Il y a des chants qui naissent avant les mots, des vibrations tissées dans la chair du monde, longtemps avant que l’histoire n’apprenne à les taire. « Afrique », extrait de l’EP « NEMA-Prélude » de Gloriah Bonheur, est de cette trempe-là : une afro-fusion douce et enveloppante, portée par une voix solaire qui flirte avec les cordes lumineuses de Chérif Soumano, maître incontesté de la kora. Ensemble, ils convoquent quelque chose d’ancien, de vivant, d’indestructible. Les percussions battent comme un cœur sous la terre, et la mélodie s’élève, lente et souveraine, pour célébrer la femme, divinité, guerrière, prêtresse, mère de toutes les humanités. Inspirée des traditions orales africaines et caribéennes, la chanson traverse les siècles sans en perdre un souffle. « Au fil de mes morts, je tiens tête à la vie » : une ligne qui brûle, qui résiste, qui rayonne. Le clip, fresque visuelle d’une beauté envoûtante, prolonge l’expérience bien au-delà de l’écoute. This is Riviera vous tend la main pour entrer dans cet univers.

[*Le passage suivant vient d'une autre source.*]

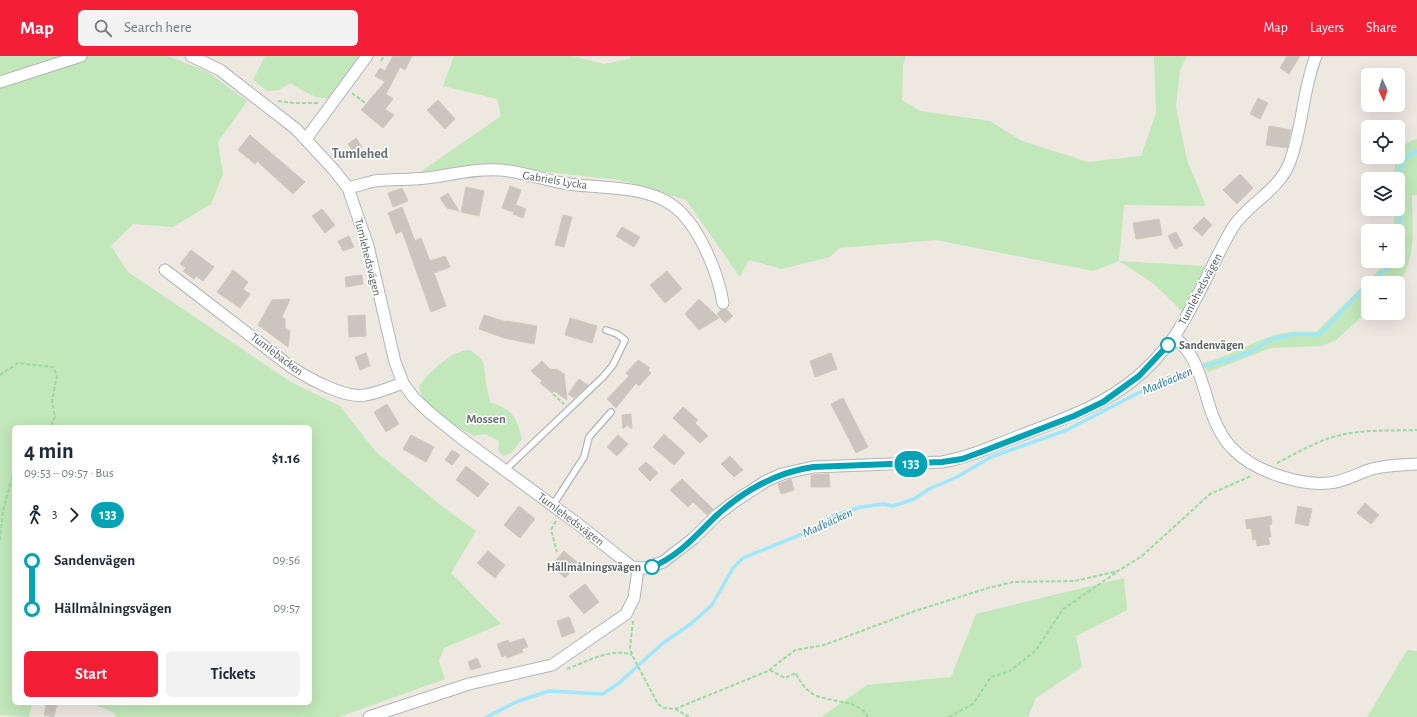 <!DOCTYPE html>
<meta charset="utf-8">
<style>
:root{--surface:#fff;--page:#f2f2f3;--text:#1f2937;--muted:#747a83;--accent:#f41f36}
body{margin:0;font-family:"Alegreya Sans",sans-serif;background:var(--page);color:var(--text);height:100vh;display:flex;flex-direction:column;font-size:15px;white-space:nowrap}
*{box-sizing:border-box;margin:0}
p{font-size:13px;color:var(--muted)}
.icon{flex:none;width:22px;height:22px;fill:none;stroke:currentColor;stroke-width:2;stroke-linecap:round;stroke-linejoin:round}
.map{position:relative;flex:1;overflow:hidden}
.details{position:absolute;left:12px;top:369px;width:300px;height:280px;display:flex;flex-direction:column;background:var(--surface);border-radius:6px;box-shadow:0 4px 16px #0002}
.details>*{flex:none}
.badge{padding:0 8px;border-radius:13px;font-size:14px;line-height:26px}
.needle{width:26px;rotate:176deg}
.fabs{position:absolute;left:1361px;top:12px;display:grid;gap:8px}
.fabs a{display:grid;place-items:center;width:44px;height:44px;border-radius:6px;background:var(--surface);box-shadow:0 4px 16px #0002;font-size:20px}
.map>.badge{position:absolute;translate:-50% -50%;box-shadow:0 0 0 2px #fff}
.legs{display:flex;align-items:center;gap:6px;height:44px;padding:0 12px;font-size:13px}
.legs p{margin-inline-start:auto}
.head{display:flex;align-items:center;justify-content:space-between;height:68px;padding:0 12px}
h1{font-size:22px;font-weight:700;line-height:30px}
.button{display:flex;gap:8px;margin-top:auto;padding:8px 12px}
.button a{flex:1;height:46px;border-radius:6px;background:var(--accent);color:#fff;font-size:16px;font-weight:700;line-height:46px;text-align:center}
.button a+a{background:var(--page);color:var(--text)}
ul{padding:0 12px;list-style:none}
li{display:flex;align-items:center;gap:14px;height:48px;font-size:15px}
li i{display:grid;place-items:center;width:6px;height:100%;margin:0 5px;background:currentColor}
li i::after{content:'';width:10px;height:10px;margin:-5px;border:3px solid;border-radius:50%;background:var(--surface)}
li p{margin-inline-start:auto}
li:first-child i{background:linear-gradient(#0000 50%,currentColor 0)}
li:last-child i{background:linear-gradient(currentColor 50%,#0000 0)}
header{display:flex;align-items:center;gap:24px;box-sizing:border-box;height:56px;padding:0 20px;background:var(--accent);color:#fff}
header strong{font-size:19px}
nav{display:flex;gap:22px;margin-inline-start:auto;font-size:14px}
.search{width:280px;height:36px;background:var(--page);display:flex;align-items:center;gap:10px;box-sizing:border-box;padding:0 14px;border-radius:6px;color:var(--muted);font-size:15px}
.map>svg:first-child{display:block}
.green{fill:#c2e7ba}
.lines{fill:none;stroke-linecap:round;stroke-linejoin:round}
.stream{stroke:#9ee7ff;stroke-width:3.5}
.building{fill:#cac5bf;stroke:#d2c8be}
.service-casing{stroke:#b1b5b9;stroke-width:8}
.minor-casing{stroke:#b1b5b9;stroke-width:13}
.path{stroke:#9cdaa1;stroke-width:2;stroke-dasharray:4 2;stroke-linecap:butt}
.service{stroke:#fff;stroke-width:5.5}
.minor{stroke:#fff;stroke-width:11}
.line-1-casing{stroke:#fff;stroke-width:9}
.line-1{stroke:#00a3b4;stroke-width:6}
.stop-1-dot{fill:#fff;stroke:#00a3b4;stroke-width:2}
.labels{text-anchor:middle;stroke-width:3;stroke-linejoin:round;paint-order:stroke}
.street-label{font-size:12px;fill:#595f62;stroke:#fff}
.stop-label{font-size:12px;font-weight:bold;fill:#595f62;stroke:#fff;text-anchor:start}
.water-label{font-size:13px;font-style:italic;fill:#2f789c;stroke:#fff}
.neighbourhood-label{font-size:13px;font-weight:bold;fill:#6a7174;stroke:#fff}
.quarter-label{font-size:14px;font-weight:bold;fill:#6a7174;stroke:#fff}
</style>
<header>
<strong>Map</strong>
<div class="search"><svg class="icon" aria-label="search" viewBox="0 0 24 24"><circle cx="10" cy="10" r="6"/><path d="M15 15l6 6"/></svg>Search here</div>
<nav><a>Map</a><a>Layers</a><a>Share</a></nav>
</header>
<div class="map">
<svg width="1417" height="661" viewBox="0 0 1417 661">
<rect width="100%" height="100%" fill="#ede8e0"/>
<path class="green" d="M0,0H168L208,16L247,45L218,86L223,118L211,148L173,171L133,168L111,190L128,216L291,326L340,350L376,396L443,451L476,475L451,517L501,568L444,592L439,605L445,623L339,661H116L114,657L91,647H310V371H14V647H32L29,661L0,659Z
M265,0H361L331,42C315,44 304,35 290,27L279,34L267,35L253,24Z
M454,0H573L604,8L629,3L631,0H906L903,9L902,44L920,55L990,65L1022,85L1088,106L1141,100L1156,57L1154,0H1187L1180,14L1176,51L1187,104L1206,150L1124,149L1119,205L1205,210L1182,255L1154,228L1119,205L1093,215L936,184L840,192L830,201L782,213L749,204L740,221L686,144L620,124L492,110L419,117L501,60L497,43L443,30Z
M1417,83V139H1412C1412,169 1417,205 1398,227H1368V255L1336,284L1322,290L1271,292L1208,316L1203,307C1230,301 1254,284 1279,278C1292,275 1303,275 1316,276L1388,205H1398V175H1393L1395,153H1398V123H1393C1395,106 1398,87 1417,83Z
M469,294C487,304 484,309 486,327C487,333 489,340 490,346C513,354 516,360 522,383L511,397L503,400L498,394L499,385L485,378L474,380C452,367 424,358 419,330C431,315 449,296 469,294Z
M1124,522L1127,554L1076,580L1082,611L1036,642L1028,661H821L867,629L951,621L976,558Z
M1407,594L1417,595V661H1367Z"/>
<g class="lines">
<path class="stream" d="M1398,179L1401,156L1398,122L1403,104L1417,95
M1371,227L1394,205
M487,661L516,646L549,635L603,638L619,627L663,587L692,567L712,549L733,512L743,502L817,472L835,459L861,451L883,448L893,450L914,443L929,433L957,421L991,401L1067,374L1136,338L1189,314L1230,303L1253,295L1269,284L1295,278L1319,279C1336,263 1350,244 1368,229"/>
</g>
<path class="building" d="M393,0H412L405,14L400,11L386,38L393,43L385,53L394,59L383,72L361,54L385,26L375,20L380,12L385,15Z
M1287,0H1300L1289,18L1280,12Z
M1258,42L1268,47L1260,63L1250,58Z
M438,44L455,63L445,73L427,54Z
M1269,70L1291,74L1287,92L1266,89Z
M250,79L305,126L293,138L257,105L255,108L238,94Z
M356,82L362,91L354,96L348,88Z
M1240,118L1253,132L1237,148L1223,134Z
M510,130L521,134L513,156L502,152Z
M466,131L484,135L479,160L461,156Z
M402,132L408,145L393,151L388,137Z
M448,137L459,155L447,152L440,142Z
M516,149L526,153L523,162L513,158Z
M402,151L415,185L421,182L430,205L445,200L450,211L434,217L446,250L431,256L402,175L396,178L388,157Z
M322,153L335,169L325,177L312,160Z
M563,159L572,161L564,191L555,189Z
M1204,161L1212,169L1202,180L1193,172Z
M1159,163L1162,179L1136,183L1133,167Z
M622,171L640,181L634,191L616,180Z
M1176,176L1183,189L1175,193L1168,180Z
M349,180L354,191L343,195L338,185Z
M191,194L214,211L203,225L196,220L194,223L183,215L186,212L180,208Z
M233,214L248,226L243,233L250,238L240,252L217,236Z
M667,215L682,233L665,247L650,229Z
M362,219L363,228L346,231L345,221Z
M290,243L282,261L285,263V272L290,275L288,291L258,269L272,244Z
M699,243L719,262L699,274L685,258Z
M726,253L733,260L725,267L717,258L721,254Z
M365,259L366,280L349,281L348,260Z
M484,259L507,266V265L537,270L534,288L504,282L479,273Z
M570,262L597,270L592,287L565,279Z
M366,297L370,310L360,314L355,301Z
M831,297L837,313L815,321L810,305Z
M638,304L650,312L648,314L651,317L639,330L636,327L616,352L607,343L629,320L626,317Z
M542,305L550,313L558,314L564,318L567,344L554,335L552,337L540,327L542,325L531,315Z
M579,323L588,329L574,342L568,338Z
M843,342L868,391L856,397L831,348Z
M387,348L399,368L386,376L374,356Z
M683,351L698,364L695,367L708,380L700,387L673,362Z
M631,358L632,373L627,369L623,373L622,359Z
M664,378L685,397L674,409L653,391Z
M411,379L434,391L426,406L403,393Z
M618,379L628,388L617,400L607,391Z
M452,394L460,399L452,409L445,404Z
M730,400L743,414L734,421L721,408Z
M646,406L658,417L650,425L638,413Z
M466,410L489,428L478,441L456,424Z
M829,418L830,431H811V419Z
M682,423L713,453L707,459L693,446L688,451L670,434Z
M791,423L794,434L781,438L778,428Z
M1365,447L1379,459L1371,468L1357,457Z
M519,450L535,463L520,482L504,469Z
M1298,450L1312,453L1308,470L1295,467Z
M1271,460L1272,468L1269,469L1271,481H1268L1270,488L1257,490L1256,483L1253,484L1251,472L1247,473L1245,464Z
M488,495L505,509L495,522L477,507Z
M564,495L578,507L565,522L551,510Z
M585,528L599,546L584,558L569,540Z
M569,561L575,576L562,581L557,565Z
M524,582L528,591L522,593L523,596L507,602L506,599L502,601L497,588L508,584L510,587Z
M477,602L481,611L471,614L468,606Z
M47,647H57L54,661L44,659Z"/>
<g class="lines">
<g class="service-casing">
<path id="service" d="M505,414L603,321L613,309L625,284L617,278L606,274
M553,449L584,401L589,381L611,356"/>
</g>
<g class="minor-casing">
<path id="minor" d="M191,0L220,14L296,73L334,114L348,132L368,190L395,306L403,327L414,342L430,357L461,382L578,468L632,511L645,512L663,506L694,482L717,459L734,446L766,425L782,418L813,411L942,406C970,401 993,390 1019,380C1071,360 1116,346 1155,304C1161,296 1169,289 1174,281C1197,246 1212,207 1233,171C1248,148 1278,135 1289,108C1303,73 1302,35 1316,0
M0,26L81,0
M306,83L367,0
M348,132C357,130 366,127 374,125C391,123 409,124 426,122C451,119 476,112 501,114C524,116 547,125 569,128C603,133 643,129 672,149C698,167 718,216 723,247
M165,214L291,311C308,322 345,343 365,339C378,337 391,331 403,327
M1174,281C1198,299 1202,328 1211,355C1216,369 1223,384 1234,394C1254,415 1300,430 1329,427C1344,426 1358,417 1372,413C1387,409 1402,409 1417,408
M369,661L469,628L552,609L626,558L634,542L638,513"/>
</g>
<path class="path" d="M381,5L384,0
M352,37L365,47
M278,45L293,47H319
M0,319L18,307L53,311L57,320L52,345L55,361L50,371
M553,338L564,348
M1277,407C1295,398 1313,387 1333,381C1359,373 1390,375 1417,374
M556,465L551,474L557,496
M0,484L3,454L14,415
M633,565L630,592L632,599L658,648L664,652L675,653L768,615L795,594L824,589L915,555L988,532L1013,526L1075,525L1118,515L1142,500L1210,438L1251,420
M567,613C586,606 612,591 632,599
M770,614L785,622L796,617
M796,618C801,627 807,636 817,640C835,647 857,643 868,661
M675,653L689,661
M949,661L973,648L991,621L1010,615L1036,594L1063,553L1117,516"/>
<use href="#service" class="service"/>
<use href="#minor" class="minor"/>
</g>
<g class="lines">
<g class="line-1-casing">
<path id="line-1" d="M652,511C679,500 696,479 716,460C743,435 777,416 813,411L942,406L962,403L981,396L1074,360L1103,346L1139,320L1168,289"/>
</g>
<use href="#line-1" class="line-1"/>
</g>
<g class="stop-1-dot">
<circle cx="1168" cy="289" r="7"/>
<circle cx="652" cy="511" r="7"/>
</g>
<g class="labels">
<g class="street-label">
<text transform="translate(555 124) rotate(9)" y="4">Gabriels Lycka</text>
<text transform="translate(368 201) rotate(76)" y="4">Tumlehedsvägen</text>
<text transform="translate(1200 233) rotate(-62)" y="4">Tumlehedsvägen</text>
<text transform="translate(277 298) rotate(37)" y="4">Tumlebacken</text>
<text transform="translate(571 463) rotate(37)" y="4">Tumlehedsvägen</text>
</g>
<g class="stop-label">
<text x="1179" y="293">Sandenvägen</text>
<text x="641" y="515" text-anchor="end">Hällmålningsvägen</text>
</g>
<g class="water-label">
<text transform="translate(1167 324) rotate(-23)" y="5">Madbäcken</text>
<text transform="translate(827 466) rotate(-25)" y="5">Madbäcken</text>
</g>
<g class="neighbourhood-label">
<text x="486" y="367">Mossen</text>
</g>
<g class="quarter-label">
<text x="360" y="102">Tumlehed</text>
</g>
</g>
</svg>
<div class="fabs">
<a><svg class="needle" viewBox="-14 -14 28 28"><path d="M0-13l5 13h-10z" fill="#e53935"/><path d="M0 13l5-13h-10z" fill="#747a83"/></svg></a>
<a><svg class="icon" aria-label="locate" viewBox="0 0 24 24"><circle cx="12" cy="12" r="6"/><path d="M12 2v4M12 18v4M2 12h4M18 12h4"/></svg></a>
<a><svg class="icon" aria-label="layers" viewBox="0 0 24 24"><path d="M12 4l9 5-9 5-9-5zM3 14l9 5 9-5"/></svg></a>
<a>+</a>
<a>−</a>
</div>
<b class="badge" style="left:911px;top:408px;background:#00a3b4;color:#fff">133</b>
<section class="details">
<div class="head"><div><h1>4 min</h1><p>09:53 – 09:57 · Bus</p></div><b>$1.16</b></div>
<div class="legs"><svg class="icon" aria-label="walk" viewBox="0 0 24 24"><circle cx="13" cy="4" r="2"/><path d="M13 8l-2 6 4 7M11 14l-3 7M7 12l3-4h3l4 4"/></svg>3<svg class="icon" aria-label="forward" viewBox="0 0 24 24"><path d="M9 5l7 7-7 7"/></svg><b class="badge" style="background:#00a3b4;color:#fff">133</b></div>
<ul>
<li><i style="color:#00a3b4"></i><b>Sandenvägen</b><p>09:56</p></li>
<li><i style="color:#00a3b4"></i><b>Hällmålningsvägen</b><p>09:57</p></li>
</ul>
<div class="button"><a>Start</a><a>Tickets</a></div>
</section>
</div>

« Au fil de mes morts, je tiens tête à la vie » Gloriah Bonheur
Une âme en offrande : la naissance de « NEMA-Prélude »
Gloriah Bonheur n’interprète pas ses chansons, elle les habite. Auteure, compositrice, interprète et comédienne, cette voix martiniquaise d’une sensibilité rare construit depuis des années un monde artistique où la mémoire ancestrale et la modernité se regardent dans les yeux sans se fuir. Profondément enracinée dans sa culture caribéenne, elle transforme les blessures du passé en lumière, les silences de l’histoire en célébration, l’intime en écho universel. Sa plume, son souffle, son corps sur scène, tout chez elle est traversé par une quête : celle des origines, de la transmission, de l’identité afro-caribéenne dans ce qu’elle a de plus vivant et de plus précieux.
Son EP « NEMA-Prélude », disponible depuis le 6 mars 2026 sur toutes les plateformes, est à son image : une offrande. Cinq titres où le bèlè martiniquais, les rythmes caribéens, les riches sonorités héritées d’Afrique de l’Ouest, le jazz et les souffles électroniques s’entrelacent comme un rituel vivant. La parole y devient prière, guérison, passage entre les mondes. On y entre comme on entre dans un sanctuaire, à voix basse, les sens en éveil. Pour aller plus loin dans son univers, rendez-vous sur gloriahbonheur.com
Le monde n’a pas fini d’entendre Gloriah Bonheur, et c’est une très bonne nouvelle.